* The task
Of the lines below, report only those that contain "stream".

* Saved entries
= Beginning of Section =

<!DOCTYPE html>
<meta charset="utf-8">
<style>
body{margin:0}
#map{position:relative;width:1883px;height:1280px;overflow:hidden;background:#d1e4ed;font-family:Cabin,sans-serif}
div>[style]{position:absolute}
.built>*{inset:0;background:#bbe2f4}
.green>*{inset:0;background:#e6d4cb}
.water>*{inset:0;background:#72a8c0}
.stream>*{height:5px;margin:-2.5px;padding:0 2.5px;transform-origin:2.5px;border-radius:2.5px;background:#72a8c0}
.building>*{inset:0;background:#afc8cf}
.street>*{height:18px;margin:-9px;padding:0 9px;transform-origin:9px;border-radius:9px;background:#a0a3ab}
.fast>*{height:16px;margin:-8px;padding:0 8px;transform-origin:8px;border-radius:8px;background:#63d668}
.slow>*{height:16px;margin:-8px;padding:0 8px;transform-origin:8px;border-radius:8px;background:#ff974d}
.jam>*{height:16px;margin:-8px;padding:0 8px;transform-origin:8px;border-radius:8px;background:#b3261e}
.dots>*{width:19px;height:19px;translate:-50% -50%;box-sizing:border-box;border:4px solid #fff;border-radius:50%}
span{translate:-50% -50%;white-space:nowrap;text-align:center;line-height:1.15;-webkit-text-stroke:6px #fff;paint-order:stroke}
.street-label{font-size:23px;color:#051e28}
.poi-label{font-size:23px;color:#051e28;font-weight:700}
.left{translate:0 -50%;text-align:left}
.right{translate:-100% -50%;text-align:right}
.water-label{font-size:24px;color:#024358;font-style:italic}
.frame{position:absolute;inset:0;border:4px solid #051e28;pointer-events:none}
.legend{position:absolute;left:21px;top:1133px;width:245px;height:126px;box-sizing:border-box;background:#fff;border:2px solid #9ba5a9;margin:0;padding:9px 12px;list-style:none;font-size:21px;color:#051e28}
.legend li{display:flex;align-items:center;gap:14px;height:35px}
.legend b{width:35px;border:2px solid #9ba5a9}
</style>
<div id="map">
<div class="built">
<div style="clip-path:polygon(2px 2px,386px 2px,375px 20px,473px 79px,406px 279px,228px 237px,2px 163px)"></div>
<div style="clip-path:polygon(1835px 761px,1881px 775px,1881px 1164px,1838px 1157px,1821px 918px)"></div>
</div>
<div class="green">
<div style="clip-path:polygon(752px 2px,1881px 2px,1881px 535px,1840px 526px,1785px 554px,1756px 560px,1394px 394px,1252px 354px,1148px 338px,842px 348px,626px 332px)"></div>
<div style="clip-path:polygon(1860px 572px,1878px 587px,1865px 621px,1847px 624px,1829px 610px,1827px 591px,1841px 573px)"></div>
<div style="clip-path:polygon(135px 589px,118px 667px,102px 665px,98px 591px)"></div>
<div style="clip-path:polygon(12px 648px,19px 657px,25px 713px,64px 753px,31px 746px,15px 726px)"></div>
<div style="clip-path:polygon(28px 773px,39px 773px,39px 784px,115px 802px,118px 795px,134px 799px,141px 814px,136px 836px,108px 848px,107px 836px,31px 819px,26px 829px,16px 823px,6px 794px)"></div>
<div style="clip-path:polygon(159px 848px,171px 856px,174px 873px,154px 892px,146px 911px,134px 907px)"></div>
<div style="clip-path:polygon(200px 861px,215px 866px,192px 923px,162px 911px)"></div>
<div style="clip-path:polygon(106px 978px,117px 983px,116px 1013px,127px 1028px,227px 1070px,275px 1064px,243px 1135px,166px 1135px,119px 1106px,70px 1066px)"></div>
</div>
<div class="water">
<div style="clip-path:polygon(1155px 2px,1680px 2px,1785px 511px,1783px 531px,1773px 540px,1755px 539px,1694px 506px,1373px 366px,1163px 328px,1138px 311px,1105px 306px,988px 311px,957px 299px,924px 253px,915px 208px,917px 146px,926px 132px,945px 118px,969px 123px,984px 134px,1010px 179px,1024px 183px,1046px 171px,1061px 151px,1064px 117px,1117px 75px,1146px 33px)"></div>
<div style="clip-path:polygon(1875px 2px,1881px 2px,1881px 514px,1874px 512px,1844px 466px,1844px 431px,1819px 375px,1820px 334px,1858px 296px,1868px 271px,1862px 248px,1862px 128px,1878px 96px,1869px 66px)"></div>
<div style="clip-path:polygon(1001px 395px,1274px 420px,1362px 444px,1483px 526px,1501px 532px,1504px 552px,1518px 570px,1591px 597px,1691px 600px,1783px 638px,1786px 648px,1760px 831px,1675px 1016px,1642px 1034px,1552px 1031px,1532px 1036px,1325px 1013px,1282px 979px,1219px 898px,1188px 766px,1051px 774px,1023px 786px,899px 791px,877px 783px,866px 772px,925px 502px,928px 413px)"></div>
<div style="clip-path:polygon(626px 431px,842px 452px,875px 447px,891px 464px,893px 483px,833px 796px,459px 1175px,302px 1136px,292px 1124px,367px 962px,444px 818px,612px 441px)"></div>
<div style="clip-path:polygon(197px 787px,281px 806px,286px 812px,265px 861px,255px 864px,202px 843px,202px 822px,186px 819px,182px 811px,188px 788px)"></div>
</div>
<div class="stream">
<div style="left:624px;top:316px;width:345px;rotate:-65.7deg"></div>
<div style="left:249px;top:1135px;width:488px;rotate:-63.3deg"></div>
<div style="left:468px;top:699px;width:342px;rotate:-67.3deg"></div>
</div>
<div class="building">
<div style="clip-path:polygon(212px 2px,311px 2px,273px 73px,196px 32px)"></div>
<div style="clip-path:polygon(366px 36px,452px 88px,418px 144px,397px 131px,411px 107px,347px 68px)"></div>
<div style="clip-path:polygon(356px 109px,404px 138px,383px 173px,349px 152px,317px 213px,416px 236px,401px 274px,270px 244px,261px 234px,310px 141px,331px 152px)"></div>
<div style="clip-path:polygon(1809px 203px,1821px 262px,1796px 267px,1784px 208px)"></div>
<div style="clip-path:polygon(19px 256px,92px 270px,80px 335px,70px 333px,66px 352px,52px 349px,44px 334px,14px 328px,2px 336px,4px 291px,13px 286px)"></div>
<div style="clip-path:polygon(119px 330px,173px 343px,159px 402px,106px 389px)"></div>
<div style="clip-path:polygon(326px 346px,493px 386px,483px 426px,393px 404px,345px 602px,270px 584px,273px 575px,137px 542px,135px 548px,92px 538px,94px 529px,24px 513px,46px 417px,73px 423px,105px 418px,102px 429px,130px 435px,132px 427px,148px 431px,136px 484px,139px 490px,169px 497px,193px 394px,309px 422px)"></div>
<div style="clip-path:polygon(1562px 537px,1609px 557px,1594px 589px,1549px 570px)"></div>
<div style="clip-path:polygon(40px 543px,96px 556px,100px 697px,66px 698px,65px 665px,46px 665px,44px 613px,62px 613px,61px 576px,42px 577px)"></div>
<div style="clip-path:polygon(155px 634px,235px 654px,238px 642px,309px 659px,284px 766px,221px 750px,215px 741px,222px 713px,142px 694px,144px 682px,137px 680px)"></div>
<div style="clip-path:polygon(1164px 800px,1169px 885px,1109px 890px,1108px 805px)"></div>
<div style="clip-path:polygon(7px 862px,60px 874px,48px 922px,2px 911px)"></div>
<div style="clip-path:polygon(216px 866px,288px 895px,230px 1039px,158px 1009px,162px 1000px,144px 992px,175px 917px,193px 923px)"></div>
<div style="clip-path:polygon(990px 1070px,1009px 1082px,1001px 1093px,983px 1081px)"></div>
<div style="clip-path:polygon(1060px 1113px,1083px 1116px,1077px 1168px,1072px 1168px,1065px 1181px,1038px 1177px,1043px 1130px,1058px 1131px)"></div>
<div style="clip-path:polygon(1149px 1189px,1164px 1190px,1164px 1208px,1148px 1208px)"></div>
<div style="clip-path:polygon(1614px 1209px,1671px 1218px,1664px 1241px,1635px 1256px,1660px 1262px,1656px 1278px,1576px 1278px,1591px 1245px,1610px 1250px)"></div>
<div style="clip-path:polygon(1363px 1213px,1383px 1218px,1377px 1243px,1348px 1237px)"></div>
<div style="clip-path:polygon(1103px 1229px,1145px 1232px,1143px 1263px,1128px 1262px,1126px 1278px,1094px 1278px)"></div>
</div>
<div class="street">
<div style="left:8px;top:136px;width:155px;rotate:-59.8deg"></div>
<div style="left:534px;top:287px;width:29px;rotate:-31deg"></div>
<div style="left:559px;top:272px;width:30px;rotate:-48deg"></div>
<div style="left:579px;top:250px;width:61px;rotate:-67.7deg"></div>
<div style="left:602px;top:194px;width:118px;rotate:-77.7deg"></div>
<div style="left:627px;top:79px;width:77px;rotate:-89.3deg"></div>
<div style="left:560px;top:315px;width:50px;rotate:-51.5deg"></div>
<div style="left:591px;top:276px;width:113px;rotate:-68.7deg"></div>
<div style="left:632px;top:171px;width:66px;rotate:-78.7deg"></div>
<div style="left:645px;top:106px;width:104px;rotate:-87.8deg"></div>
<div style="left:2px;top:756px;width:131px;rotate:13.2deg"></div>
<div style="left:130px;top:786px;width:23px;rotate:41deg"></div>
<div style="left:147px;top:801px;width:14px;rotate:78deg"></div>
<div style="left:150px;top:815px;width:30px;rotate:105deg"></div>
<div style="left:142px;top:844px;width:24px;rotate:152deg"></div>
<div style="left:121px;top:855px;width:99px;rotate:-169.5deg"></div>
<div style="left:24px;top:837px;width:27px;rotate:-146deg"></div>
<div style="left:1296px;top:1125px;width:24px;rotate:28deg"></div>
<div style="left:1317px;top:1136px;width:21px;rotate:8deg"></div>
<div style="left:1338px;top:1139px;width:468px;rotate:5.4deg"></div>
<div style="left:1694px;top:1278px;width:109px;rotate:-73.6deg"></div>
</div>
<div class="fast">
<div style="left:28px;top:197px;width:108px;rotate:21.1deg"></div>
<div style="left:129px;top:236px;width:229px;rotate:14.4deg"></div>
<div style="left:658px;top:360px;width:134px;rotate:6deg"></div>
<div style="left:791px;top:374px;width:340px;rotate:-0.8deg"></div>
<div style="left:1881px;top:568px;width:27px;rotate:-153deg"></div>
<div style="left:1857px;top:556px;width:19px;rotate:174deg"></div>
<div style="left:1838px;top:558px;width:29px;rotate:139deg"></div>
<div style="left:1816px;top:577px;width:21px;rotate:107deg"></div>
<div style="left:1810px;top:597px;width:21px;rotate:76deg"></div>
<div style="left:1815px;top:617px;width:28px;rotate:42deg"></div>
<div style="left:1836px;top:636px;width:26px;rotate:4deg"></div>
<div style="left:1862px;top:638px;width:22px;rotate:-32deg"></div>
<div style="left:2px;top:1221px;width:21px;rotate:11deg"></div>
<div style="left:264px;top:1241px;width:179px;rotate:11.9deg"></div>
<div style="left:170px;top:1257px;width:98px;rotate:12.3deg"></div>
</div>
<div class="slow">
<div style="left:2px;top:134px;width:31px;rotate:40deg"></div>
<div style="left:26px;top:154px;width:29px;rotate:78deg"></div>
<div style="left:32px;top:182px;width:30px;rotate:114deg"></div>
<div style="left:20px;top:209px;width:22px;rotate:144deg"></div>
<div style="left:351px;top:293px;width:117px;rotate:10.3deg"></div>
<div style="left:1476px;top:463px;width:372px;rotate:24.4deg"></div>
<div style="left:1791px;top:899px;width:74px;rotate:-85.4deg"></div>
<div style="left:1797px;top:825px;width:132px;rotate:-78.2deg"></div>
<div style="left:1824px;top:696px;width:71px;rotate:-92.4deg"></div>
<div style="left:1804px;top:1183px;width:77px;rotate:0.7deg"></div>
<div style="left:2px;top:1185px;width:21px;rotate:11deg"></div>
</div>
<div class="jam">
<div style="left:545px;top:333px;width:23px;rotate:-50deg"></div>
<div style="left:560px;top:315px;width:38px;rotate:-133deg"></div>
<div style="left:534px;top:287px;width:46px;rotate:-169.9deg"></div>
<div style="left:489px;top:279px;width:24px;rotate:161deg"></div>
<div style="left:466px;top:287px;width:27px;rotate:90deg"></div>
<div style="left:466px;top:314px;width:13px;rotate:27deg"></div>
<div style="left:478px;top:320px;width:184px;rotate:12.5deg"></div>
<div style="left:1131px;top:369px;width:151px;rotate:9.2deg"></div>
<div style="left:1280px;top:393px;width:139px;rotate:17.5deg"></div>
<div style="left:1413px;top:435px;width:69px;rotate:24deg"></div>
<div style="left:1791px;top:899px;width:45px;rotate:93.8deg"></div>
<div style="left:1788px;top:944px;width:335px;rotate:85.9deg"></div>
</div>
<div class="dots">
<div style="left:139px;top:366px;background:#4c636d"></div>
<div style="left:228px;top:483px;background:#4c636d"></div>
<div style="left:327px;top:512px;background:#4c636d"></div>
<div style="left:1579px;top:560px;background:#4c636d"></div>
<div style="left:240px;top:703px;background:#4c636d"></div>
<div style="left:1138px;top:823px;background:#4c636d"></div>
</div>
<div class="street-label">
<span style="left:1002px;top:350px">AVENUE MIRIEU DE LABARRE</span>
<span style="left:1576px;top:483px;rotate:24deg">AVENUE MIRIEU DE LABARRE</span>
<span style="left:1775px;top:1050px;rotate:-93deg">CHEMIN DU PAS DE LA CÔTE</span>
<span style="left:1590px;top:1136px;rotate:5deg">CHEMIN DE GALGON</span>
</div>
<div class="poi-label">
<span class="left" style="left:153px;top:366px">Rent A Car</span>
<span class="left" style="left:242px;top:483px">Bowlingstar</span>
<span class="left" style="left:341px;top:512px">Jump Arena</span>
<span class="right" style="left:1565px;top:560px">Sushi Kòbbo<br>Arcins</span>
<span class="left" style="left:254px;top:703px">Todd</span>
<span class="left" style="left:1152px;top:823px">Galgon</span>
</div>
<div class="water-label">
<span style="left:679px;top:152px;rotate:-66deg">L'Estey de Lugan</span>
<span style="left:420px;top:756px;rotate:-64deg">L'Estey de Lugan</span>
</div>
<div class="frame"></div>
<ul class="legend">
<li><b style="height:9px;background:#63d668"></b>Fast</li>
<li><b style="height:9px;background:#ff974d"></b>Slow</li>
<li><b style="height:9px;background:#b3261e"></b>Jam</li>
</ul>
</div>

= End of Section =

* Answer to the exercise
.stream>*{height:5px;margin:-2.5px;padding:0 2.5px;transform-origin:2.5px;border-radius:2.5px;background:#72a8c0}
<div class="stream">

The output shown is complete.